[[ Data open ]]
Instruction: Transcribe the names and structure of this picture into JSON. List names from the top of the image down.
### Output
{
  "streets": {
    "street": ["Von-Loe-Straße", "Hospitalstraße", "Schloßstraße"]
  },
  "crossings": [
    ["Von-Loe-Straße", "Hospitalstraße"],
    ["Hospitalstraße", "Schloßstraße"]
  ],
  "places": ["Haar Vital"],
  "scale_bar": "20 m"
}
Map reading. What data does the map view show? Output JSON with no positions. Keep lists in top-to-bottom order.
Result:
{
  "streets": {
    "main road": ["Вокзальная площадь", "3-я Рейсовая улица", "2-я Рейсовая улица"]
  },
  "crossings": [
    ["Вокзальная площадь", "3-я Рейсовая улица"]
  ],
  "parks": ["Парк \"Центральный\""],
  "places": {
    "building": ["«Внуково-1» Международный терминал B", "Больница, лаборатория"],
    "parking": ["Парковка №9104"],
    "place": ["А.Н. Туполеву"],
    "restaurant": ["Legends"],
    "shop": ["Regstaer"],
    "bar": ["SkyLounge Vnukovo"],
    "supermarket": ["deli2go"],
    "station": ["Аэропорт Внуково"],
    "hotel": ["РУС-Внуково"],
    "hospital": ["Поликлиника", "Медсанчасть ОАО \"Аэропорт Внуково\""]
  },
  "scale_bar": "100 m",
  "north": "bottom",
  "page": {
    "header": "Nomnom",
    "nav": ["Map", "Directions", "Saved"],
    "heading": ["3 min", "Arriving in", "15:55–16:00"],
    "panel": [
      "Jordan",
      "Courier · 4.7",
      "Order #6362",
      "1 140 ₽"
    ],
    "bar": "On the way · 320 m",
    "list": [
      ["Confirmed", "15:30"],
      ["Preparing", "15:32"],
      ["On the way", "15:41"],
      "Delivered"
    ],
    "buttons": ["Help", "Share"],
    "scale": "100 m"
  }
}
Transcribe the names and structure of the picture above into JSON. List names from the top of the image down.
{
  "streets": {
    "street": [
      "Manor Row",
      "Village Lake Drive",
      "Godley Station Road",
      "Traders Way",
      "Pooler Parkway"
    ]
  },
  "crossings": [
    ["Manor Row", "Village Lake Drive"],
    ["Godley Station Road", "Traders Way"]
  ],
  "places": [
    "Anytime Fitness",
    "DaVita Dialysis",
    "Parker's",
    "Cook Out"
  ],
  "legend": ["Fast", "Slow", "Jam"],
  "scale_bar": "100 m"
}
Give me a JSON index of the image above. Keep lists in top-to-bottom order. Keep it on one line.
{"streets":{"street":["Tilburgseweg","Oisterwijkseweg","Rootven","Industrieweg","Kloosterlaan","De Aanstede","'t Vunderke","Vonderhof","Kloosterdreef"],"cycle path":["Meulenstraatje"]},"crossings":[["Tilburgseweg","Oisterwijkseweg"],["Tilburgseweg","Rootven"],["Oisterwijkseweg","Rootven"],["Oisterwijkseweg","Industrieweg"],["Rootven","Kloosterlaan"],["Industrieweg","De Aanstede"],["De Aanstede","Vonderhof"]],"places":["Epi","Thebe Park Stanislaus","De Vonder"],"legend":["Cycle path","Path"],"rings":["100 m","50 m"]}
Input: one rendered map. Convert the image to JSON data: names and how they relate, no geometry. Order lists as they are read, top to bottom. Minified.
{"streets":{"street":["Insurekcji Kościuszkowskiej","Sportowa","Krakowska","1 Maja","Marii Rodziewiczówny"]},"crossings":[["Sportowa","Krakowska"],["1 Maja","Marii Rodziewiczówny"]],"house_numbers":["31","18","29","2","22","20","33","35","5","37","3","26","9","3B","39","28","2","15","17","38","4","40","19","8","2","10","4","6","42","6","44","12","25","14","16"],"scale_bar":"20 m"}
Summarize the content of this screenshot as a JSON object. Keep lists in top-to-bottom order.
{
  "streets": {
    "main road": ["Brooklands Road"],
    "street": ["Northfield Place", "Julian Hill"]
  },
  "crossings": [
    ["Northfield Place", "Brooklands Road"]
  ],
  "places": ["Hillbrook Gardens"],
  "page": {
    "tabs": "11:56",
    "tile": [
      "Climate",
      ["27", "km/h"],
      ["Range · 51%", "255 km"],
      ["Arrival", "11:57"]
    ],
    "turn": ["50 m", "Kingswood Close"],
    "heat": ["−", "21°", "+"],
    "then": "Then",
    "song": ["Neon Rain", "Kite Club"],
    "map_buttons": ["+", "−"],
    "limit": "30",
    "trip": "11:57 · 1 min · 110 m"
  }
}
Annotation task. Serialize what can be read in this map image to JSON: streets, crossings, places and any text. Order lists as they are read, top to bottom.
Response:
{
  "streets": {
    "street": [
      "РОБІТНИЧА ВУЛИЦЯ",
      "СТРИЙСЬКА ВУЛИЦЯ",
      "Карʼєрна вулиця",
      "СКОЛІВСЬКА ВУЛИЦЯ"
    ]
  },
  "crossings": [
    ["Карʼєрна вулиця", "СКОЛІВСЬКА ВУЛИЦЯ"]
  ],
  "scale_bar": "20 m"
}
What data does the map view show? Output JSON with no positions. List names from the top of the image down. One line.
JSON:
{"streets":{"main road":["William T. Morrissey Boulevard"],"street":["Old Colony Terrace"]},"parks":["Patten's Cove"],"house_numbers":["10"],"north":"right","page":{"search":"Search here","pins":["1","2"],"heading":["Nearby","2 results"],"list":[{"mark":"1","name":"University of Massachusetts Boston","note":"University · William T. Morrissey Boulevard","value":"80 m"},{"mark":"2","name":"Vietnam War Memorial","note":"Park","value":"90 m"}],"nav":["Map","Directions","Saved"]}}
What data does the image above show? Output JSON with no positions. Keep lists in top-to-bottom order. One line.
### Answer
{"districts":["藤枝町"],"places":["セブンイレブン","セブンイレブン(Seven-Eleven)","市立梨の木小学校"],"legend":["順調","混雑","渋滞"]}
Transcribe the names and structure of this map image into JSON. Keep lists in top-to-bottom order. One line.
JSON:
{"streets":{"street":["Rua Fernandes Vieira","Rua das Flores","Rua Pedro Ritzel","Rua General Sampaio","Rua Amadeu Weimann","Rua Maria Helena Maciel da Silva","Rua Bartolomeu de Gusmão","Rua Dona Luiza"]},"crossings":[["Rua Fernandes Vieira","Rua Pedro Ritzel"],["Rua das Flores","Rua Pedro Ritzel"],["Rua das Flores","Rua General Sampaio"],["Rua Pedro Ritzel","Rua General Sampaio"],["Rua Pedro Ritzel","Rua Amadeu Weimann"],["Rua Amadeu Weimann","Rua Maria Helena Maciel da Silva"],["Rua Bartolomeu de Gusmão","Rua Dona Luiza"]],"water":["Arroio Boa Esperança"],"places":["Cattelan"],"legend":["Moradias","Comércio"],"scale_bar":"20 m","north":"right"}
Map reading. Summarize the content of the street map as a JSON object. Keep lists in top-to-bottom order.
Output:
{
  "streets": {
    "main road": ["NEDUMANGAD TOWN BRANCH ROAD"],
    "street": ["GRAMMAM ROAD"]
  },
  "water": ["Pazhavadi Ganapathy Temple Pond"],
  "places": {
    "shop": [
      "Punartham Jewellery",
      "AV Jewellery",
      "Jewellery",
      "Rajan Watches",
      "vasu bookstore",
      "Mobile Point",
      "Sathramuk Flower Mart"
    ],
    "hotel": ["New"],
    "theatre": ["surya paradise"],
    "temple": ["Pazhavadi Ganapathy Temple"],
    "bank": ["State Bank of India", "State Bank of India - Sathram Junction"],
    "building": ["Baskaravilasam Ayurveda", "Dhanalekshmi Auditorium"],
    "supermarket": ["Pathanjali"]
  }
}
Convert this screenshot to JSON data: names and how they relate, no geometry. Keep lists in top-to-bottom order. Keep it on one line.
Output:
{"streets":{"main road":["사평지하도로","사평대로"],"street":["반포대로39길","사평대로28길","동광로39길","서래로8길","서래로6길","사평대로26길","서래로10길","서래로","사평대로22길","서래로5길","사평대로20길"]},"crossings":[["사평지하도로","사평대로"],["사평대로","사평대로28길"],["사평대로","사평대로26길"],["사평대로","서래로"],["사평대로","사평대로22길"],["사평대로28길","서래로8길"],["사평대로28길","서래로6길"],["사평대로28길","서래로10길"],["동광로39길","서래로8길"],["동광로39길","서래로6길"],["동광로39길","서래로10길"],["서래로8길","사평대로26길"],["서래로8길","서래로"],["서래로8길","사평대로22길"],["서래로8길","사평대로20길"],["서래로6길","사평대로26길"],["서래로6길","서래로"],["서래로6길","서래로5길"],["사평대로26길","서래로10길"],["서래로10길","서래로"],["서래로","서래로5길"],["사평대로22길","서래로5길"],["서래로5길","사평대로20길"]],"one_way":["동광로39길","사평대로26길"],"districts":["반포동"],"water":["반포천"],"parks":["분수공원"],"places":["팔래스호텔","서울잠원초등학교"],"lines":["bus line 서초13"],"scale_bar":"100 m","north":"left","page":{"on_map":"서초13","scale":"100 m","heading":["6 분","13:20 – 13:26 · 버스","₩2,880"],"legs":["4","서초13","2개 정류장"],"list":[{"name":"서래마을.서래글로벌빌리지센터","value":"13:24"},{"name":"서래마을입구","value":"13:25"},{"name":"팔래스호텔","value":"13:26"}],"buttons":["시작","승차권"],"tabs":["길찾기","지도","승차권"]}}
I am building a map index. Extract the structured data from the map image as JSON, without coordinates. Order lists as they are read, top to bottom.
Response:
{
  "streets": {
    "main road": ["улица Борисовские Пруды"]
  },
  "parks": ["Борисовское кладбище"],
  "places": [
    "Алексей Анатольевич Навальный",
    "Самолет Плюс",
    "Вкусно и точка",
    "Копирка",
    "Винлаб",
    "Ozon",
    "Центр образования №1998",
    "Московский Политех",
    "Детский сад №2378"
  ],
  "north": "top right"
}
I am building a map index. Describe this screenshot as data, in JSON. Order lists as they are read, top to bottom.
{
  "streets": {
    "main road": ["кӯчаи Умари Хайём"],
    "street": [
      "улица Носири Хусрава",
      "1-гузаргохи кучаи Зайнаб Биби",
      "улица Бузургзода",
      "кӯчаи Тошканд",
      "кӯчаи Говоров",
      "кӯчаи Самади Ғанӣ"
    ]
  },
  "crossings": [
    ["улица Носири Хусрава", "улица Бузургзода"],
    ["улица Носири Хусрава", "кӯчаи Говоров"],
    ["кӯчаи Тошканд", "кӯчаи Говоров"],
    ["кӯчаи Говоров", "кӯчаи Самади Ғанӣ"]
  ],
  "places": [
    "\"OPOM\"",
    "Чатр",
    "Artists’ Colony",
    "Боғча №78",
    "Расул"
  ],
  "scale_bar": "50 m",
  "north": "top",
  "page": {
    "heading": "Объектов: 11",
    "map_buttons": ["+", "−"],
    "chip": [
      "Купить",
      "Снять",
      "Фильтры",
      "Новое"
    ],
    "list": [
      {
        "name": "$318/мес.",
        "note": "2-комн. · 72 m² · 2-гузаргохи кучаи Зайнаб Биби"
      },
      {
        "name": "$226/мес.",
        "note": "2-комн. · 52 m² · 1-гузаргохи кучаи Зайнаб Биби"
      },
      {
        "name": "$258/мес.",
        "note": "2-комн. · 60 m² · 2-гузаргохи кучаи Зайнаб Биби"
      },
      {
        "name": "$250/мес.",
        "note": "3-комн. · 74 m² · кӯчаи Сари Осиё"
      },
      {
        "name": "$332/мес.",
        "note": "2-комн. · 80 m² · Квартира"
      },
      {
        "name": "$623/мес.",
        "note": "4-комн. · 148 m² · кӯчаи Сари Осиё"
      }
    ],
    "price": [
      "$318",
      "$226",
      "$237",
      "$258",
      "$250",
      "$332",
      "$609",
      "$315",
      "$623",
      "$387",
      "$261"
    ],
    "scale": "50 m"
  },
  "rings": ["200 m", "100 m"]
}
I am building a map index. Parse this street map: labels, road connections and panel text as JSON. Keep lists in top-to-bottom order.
[[ Data closed ]]
* Problem *
Output should match, line for line, the stretch of the material above from the line holding "Annotation task. Serialize" through the line holding "down. One line.".

* The completed task *
Annotation task. Serialize what can be read in this map image to JSON: streets, crossings, places and any text. Order lists as they are read, top to bottom.
Response:
{
  "streets": {
    "street": [
      "РОБІТНИЧА ВУЛИЦЯ",
      "СТРИЙСЬКА ВУЛИЦЯ",
      "Карʼєрна вулиця",
      "СКОЛІВСЬКА ВУЛИЦЯ"
    ]
  },
  "crossings": [
    ["Карʼєрна вулиця", "СКОЛІВСЬКА ВУЛИЦЯ"]
  ],
  "scale_bar": "20 m"
}
What data does the map view show? Output JSON with no positions. List names from the top of the image down. One line.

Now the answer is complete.